What does it take for a doe to earn that "CH" in front of her name? And then the "GCH"?

I know the ADGA book has all this stuff in there but I need simple layman's terms - weeding thru all the rules is confusing and time consuming. 

TIA


----------



## wheytogosaanens (Oct 26, 2007)

To earn a leg a doe must be chosen Grand Champion. BUT, there have to be a minimum of 10 does in their category (either Senior doe or Junior doe) for the leg to "count". Most folks will say that the breed has "sanctioned" once there are a minimum of 10 does in that category.

To be all technical, the term Sanctioned actually means that the Show chair has declared that breed as an official breed and paid ADGA the money for that class (and then ADGA sends all the necessary ribbons). Then the term "official" is used. Potat-O Potat-A it all means the same unless you are tired and crabby and want to start an argument on the internet (seriously, folks?!) LOL

It takes 3 champion wins to get CH in front of a does' name. One leg (the dry or restricted leg) can come from a Jr. win. But only one.

If a doe has earned her milk star, then she can have a GCH in front of her name. If she has been designated Superior Genetics and is also a GCH, then she gets SGCH. There are goats with SG (for Superior Genetics) in front of their names that have not finished their championship for one reason or another.

Nationals win - no more weight but a lot of Prestige. And I mean a LOT of PRESTIGE! 

At a show, if there are more than 20 does in the milker category, then the doe who is chosen Reserve Grand Champion at the show wins I believe a restricted leg. So if in theory a doe went to Nationals and was Reserve National Champion, but still had not attained her permanent championship (CH designation) then she would get a leg. I don't believe that a reserve Jr. gets a leg even when there are more than 20 (our doe did not when we took both Grand and Reserve with 22 Jr. Saanens being shown - or maybe we did and no one told us?).

Someone else will have to clarify that one!

Feel free to add - I have no doubt I left a bunch of stuff out, but these are the basics.


----------



## fmg (Jul 4, 2011)

The doe who earns the restricted leg by getting reserve, does she only get to have 1 of those, or will she get to be CH if she has 3 of them? If that same doe had already had her dry leg, does she still get the reserve restricted leg, or can you only get one period?

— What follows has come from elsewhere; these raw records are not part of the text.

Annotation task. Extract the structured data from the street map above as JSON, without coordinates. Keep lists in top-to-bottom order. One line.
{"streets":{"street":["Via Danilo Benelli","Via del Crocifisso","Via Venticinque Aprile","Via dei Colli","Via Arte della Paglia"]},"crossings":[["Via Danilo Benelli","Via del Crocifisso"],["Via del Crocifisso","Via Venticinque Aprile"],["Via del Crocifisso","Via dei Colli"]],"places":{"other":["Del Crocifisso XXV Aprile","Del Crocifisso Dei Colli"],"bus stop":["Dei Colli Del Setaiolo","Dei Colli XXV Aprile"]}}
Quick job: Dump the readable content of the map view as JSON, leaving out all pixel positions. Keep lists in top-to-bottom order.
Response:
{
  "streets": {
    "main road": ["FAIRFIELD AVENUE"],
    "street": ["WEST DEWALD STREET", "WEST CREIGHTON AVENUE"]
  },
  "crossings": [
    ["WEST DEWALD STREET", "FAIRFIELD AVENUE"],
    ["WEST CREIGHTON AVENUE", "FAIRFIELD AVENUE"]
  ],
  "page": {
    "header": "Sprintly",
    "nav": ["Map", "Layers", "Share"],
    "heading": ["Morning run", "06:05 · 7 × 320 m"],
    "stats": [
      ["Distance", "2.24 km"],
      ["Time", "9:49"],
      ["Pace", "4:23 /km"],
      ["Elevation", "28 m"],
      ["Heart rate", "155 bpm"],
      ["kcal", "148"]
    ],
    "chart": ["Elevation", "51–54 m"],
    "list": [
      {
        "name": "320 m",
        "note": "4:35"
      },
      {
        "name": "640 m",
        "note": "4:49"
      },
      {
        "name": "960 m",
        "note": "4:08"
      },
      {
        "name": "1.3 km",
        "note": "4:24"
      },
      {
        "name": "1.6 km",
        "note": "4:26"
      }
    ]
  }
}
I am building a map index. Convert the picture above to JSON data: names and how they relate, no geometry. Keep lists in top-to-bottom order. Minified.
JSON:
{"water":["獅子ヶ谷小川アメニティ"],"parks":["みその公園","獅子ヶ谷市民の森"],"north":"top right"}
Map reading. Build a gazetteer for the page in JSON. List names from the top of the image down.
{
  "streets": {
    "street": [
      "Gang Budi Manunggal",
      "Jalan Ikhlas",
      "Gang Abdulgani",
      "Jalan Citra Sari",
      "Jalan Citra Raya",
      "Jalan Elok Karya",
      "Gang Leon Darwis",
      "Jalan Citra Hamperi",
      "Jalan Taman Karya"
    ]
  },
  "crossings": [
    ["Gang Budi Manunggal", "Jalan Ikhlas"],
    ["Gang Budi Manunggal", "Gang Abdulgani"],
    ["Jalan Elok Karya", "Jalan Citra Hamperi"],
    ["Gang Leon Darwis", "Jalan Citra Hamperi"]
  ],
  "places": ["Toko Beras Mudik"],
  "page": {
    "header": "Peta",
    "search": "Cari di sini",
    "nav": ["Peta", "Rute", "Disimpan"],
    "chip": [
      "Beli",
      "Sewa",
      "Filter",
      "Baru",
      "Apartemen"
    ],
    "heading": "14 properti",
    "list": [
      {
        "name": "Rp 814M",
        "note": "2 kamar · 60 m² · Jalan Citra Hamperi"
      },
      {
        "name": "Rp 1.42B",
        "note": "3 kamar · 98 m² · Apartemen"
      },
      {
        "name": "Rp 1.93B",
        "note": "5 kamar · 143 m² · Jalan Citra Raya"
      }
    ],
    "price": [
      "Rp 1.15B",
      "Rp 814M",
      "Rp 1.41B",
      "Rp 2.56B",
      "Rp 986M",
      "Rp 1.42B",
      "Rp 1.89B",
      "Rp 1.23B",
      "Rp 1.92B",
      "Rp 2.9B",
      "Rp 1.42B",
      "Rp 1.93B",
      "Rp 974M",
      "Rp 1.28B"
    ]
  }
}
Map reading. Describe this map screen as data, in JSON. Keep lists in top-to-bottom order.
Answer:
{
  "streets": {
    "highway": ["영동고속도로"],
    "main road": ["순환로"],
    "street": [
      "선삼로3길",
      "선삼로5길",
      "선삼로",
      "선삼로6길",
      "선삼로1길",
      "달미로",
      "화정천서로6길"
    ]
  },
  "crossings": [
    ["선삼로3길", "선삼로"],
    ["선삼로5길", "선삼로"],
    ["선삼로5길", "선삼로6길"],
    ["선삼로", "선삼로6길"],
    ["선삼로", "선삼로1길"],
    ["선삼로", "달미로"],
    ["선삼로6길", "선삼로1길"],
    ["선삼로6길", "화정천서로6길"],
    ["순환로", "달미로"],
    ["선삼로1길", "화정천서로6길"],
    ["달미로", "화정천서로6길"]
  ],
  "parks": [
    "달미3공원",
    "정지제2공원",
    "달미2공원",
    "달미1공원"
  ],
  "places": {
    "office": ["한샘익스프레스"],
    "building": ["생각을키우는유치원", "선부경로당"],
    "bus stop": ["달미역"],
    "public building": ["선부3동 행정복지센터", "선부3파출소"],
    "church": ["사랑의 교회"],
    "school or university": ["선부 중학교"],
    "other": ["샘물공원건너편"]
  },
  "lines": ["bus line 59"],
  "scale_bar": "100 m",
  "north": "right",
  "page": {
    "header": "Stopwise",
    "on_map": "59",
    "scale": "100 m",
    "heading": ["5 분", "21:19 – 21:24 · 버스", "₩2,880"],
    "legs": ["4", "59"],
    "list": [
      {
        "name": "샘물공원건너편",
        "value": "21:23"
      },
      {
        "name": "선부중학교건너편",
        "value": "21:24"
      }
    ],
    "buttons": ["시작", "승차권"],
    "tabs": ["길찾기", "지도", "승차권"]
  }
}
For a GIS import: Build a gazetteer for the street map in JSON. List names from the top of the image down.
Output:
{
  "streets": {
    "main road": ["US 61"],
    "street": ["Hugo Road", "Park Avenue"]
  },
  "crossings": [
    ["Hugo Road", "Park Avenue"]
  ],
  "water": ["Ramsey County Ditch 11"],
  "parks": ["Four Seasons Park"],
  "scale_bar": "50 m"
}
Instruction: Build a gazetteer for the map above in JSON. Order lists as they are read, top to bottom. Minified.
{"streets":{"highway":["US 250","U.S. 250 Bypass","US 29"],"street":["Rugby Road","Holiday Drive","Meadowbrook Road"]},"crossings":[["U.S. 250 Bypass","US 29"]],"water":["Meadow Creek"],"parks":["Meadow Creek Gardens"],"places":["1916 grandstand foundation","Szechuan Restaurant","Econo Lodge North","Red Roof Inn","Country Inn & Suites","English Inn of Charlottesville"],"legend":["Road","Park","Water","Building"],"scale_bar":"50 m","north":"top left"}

Do finished goats (those with CH in front of their name) put in the champion challenge class count towards being "official" at a show? If a goat is in a breed that had been sanctioned, but didn't have enough show up to be official were to get Best In Show, would they still earn a leg?

There are no rules in ADGA against people putting finished champions in the regular classes rather than cc, which is pretty much a bummer for everyone else who shows up to that show...(Okay, so I would probably do that at a fair, for the premiums, but not at a regular show, where you don't get anything but legs, and maybe prizes!).


----------



## lorit (May 10, 2010)

So that brings up a question. I've got the doeling who just got a grand as a junior. As far as I know the show sanctioned so she now has her one dry leg? Any reason to keep showing her at all? For myself it would be to see how she stacks up against different does - not every show is the same set of goats. But is that "fair" to the other exhibitors?

This past weekend, a yearling doe got grand in the first ring so her breeder pulled her out of the 2nd ring where we got grand. I certainly benefited from that. And would likely do that in a similar situation. But going to a different show at another date/location - is it kosher to show her again?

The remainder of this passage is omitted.